As I enter the lobby, I catch a glimpse of my mama rolling her wheel chair around the corner…I figure she is headed toward her room, but as I rounded the corner, I find that I had been wrong…my mama has stopped to chat with a lady. A lady  that is in a semi-comatose state. Mama is holding a pretty good one sided conversation with her as I come up behind her. I grab hold of the handles to her chair and say “Hello mama, I love you!”  She quickly turns her head to be able to see who has hold of her and says, “ Have you come to roll me back to my room?”
I stare into her blue eyes and I wait for a flicker of recognition. When it finally comes, she thinks I am her long dead cousin’s daughter…and my heart sinks.
I know this is going to be another hard visit.
I slowly roll her to her room and when we get there, we both notice that the room is cold as ice…so I quickly go and turn the air down… because my Mama is cold natured.
When I get that done, I turn and go back to her and sit on her bed.

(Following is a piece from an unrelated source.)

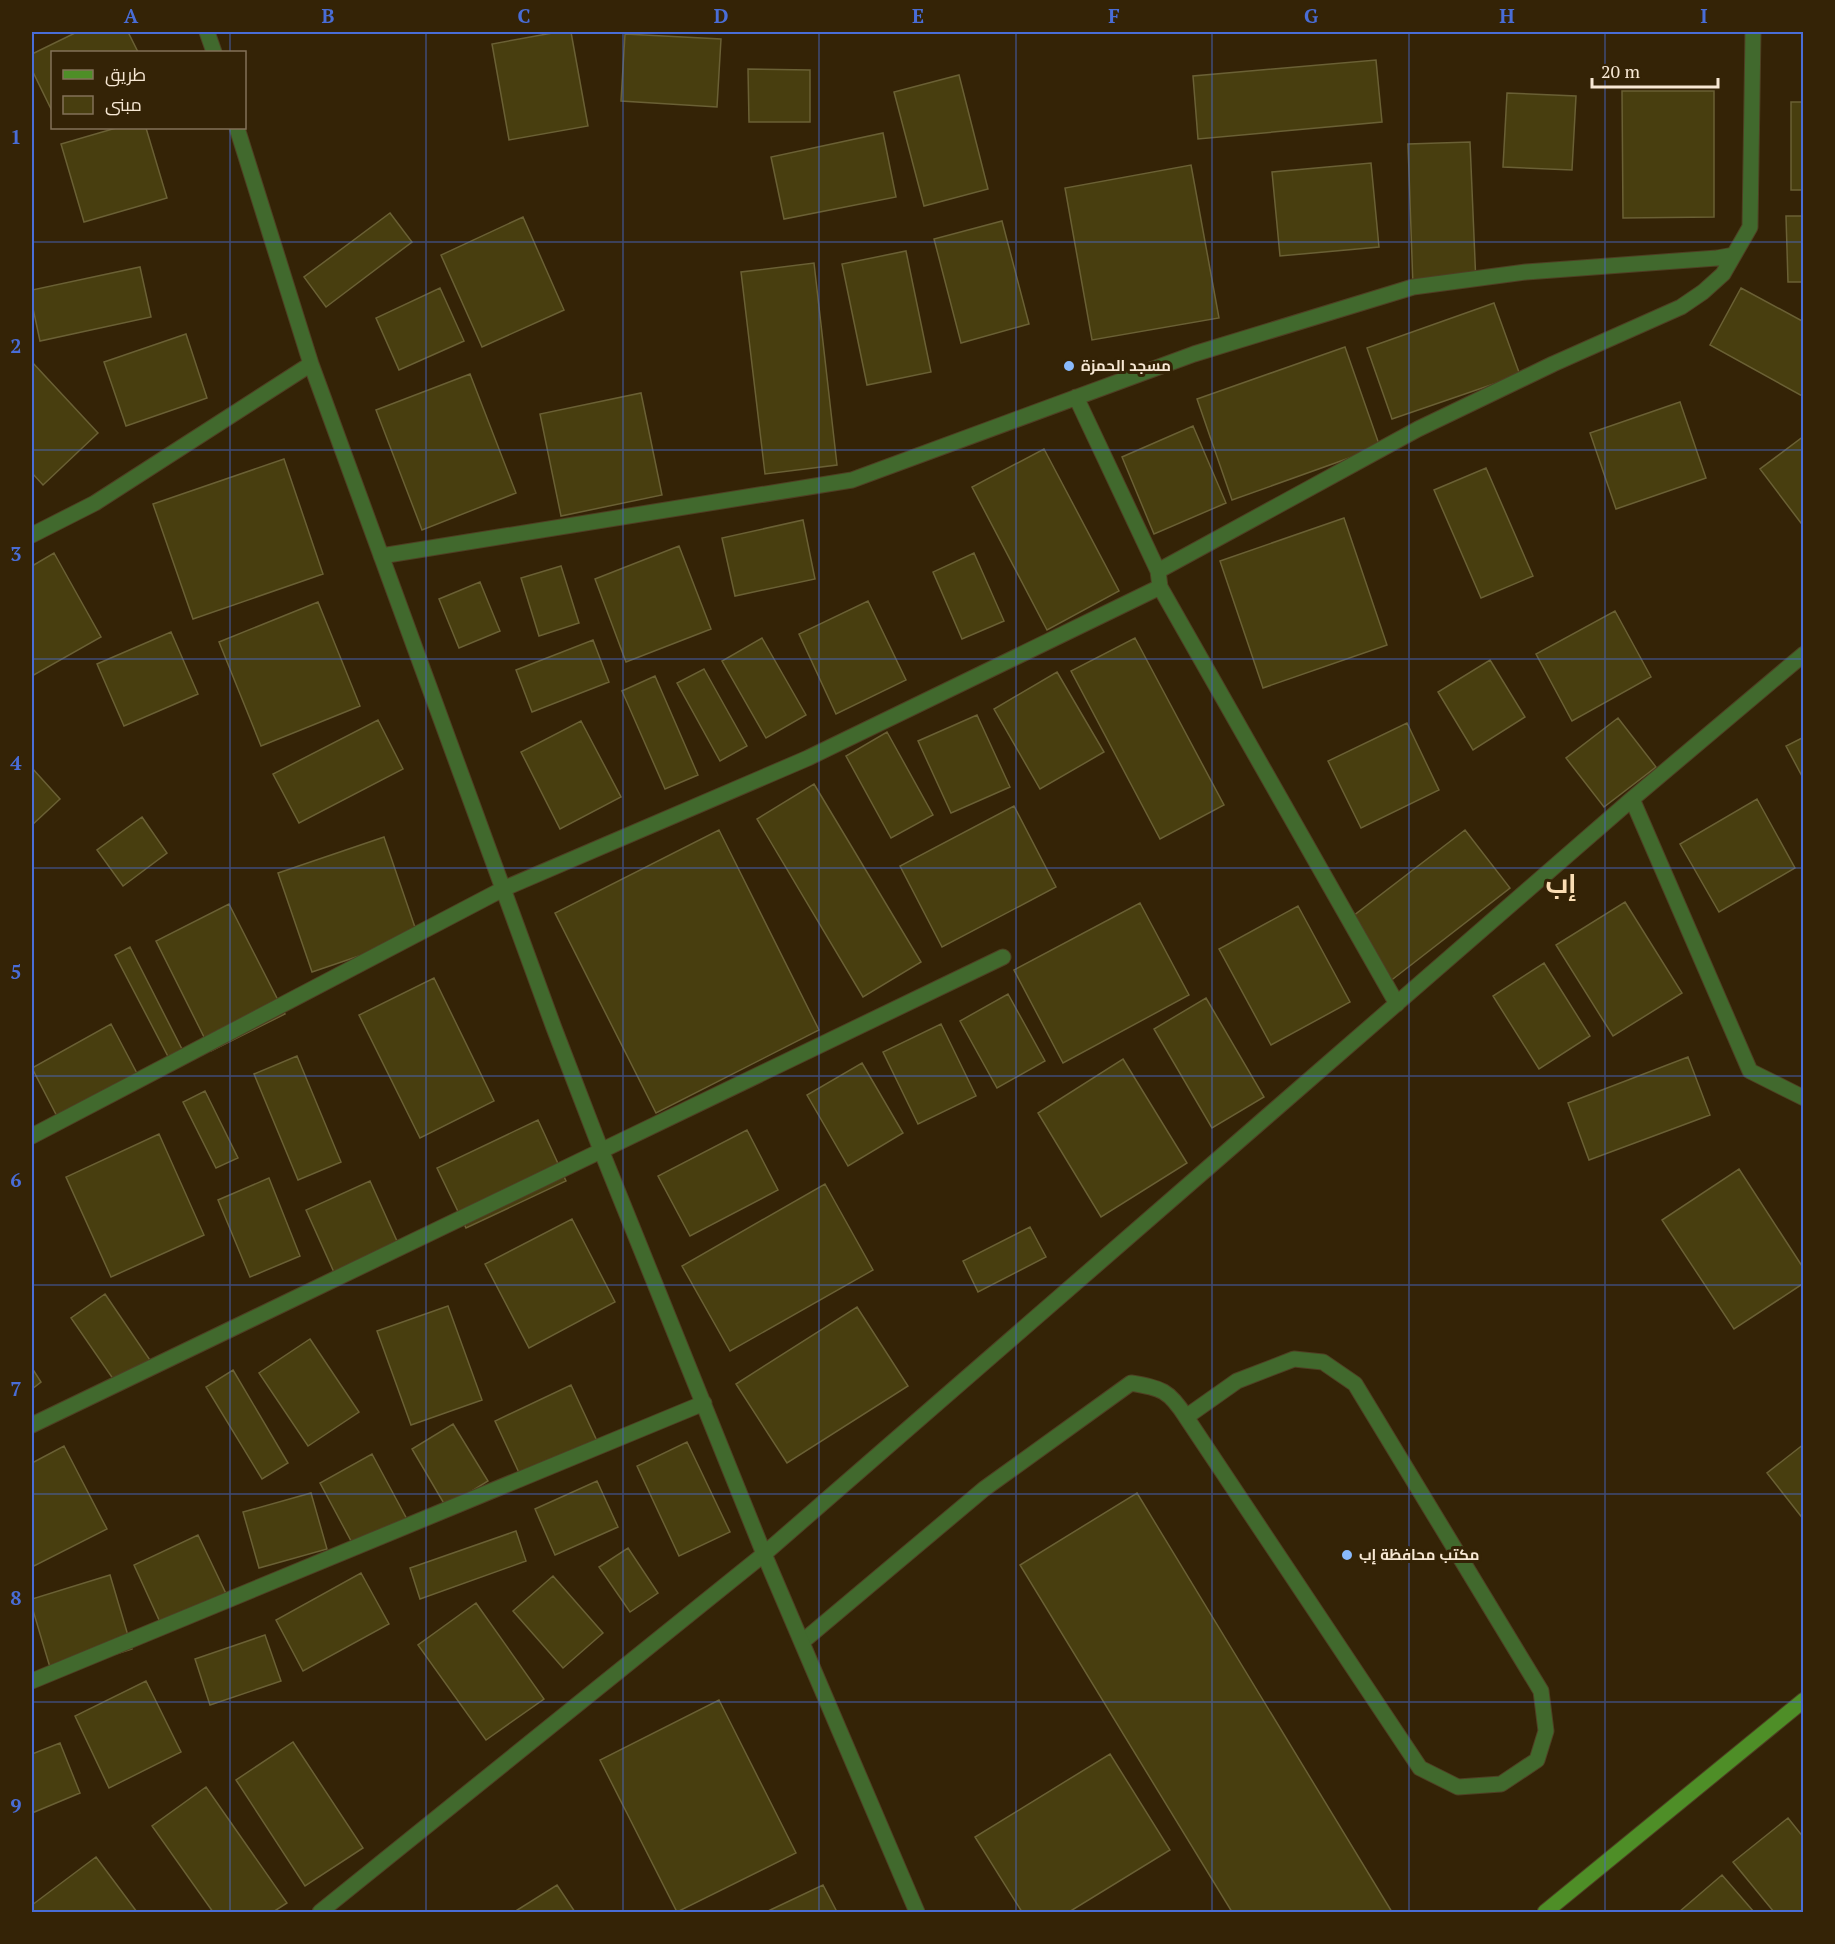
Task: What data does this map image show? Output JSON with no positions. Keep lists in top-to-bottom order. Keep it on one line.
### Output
{"districts":["إب"],"places":["مسجد الحمزة","مكتب محافظة إب"],"legend":["طريق","مبنى"],"scale_bar":"20 m","grid":{"columns":["A","B","C","D","E","F","G","H","I"],"rows":["1","2","3","4","5","6","7","8","9"]}}
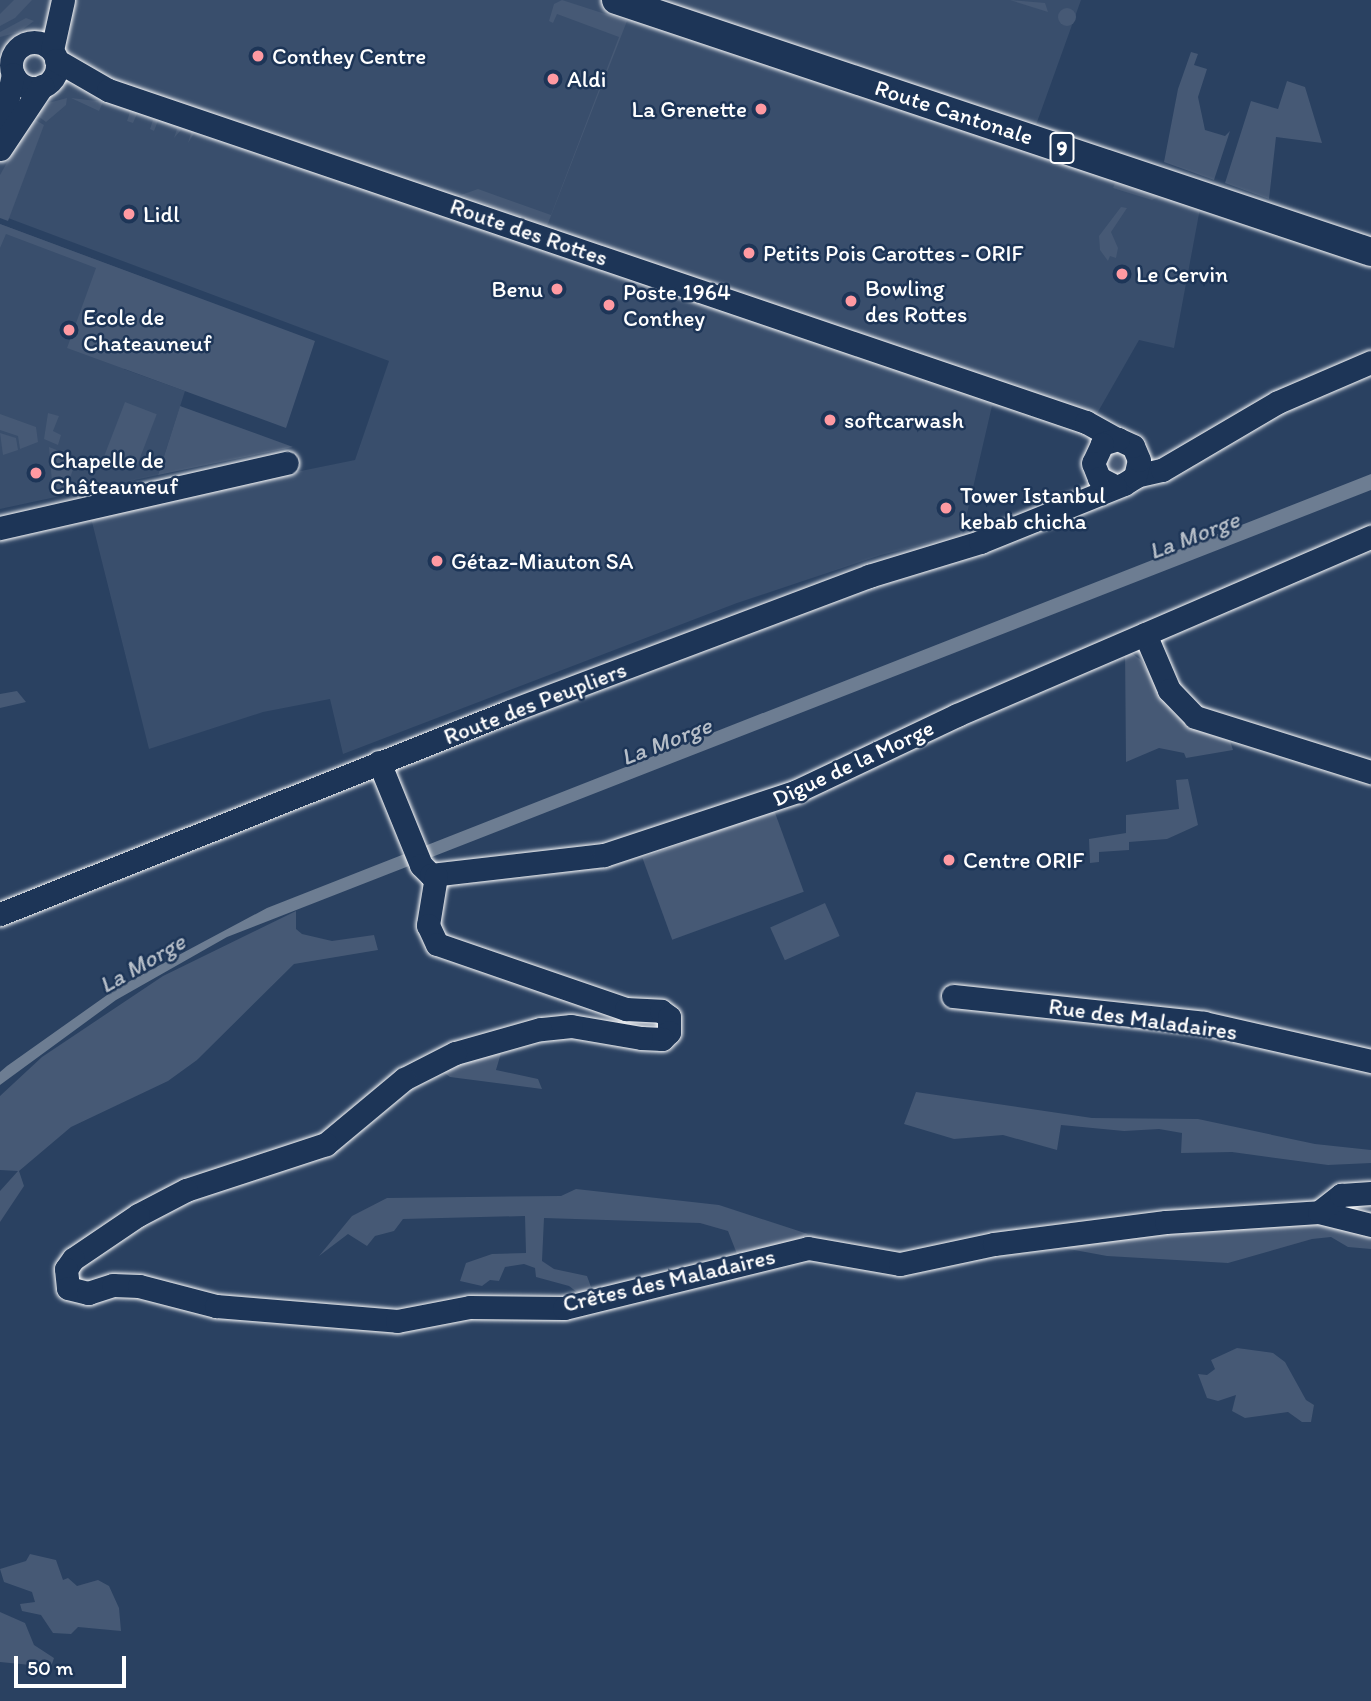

She is sitting there with the brightest smile on her face. I ask her how she has been doing and she quickly tells me about the cold she has…a cold that she has had for years…and how it is all in her chest. (Where this pretend cold came from and why it has stuck around in her mind all these years, no one knows, but I believe it is her way of knowing that she has to have help because she is sick….Through all the years that I have known her, my mama never let anyone help her, or tend to her…so I figure that in her mind, she has to be sick to stay in the ‘hospital’.)
Mama asks me who I am…and I tell her, "Mama, I am Carlene; your baby.” She thinks about that for only a  minute before her face lights up and her eyes begin to sparkle and she says, “Carlene! Are you my baby girl?” My heart lifts and just as I am saying , “Yes, mama, I am your baby”…I see her eyes begin to dull and glaze over and I know that she has already forgotten me…her baby girl. My mama has no short term memory left and what you tell her only remains for a minute before it is gone…and forgotten.
Here is part of the conversation we had today…..

Mama: “ How’s your mama?”
Me: “ She is okay”  ( I learned  a while back not to antagonize her by trying to get her to understand the truth…and my mama is okay…sort of.)
Mama: “Why don’t you come live with us? I will make sure that you have plenty to eat”  ( I don’t know yet who the ‘us’ is…but that’s my mama for you…always worried about folks going hungry…)
Me: “I can’t…I have to work”
Mama: “ What…I can’t hear you. Tell it to this ear.” ( she leans forward and points to her right ear.)
Me:I have to work!” ( leaning forward and trying to talk loudly into her ear and trying to make sure my pronunciation is clear)
Mama: “ Whaaaaaaat???? I can’t hear you…try it again” as she shakes her ear vigorously and leans forward….again.
Me: I have to work, I can’t live with you.”  ( I say this as I am groping around in my purse to find an ink pen and piece of paper…It is strange how her hearing improves when I start writing what I say down!
Mama:Please come and live with us…you won’t have no worries, no rentnothing…” She is smiling and clapping her hands now like a little girl….
Me: “ Okay mama”
Mama: “ Really!!?…My Mama loves you to death and I won’t let the kids bother you” (She is talking about her mama…Who the kids are, I don’t know…unless they are us…me and my sisters and brothers back in the past)
Mama: “ Are  you staying with your mama? How is Aunt Hallie Armour? She was my favorite aunt! Please tell her that I love her. She can come live with us too! After you left that least time,  I missed you so much. ” 
I am just nodding silently now…
Mama:  “I’ve been going to school…are you still in school too? I can quit…the way things are now…”  ( she lets the rest just hang there.
Mama: “ Why don’t you come live with us? Walt loves yall too.  Do you like the country?” ( ‘Walt’ was my daddy…my hero…the man I thought walked on water….He died in 1985. ‘The country’ is where we grew up…on HORSESHOE BEND.)
Mama: “ I don’t know when they are going to come get me…they haven’t said.” ( I don’t know what she meant by this…but it gave me an eerie feeling, since she had been talking about all those loved ones that have gone on to the afterlife…)
By this time, I am silently nodding…biting my lip and trying my damndest to swallow the ever growing lump in my throat and not  cry in front of her as I tell her I have to leave…and yes, I may be back tonight……
As I go stand out in the hall…the nurse finds me crying and asks what is wrong…when I tell her how mama doesn’t know me and how it hurts so bad….she says that maybe I should come more and more often and stay longer and longer each time I come …
Now, I know she is trying her best to be helpful, but I am thinking…
Dear Lord…Can’t she see how this is killing me????
There is no daddy anymore….
There is no granny….
 There is no home back on HORSESHOE BEND
They are all gone….
Except in her mind.
GOD BLESS YOU ALL.

Sunday, July 4, 2010

TIMES GONE BY

      family16

Today was such a hard day at work…It being the Fourth of July weekend brought us many, many orders for Bar-B-Que and Stew…I am pretty sure that we sold well over 100 pounds within the first hour of opening.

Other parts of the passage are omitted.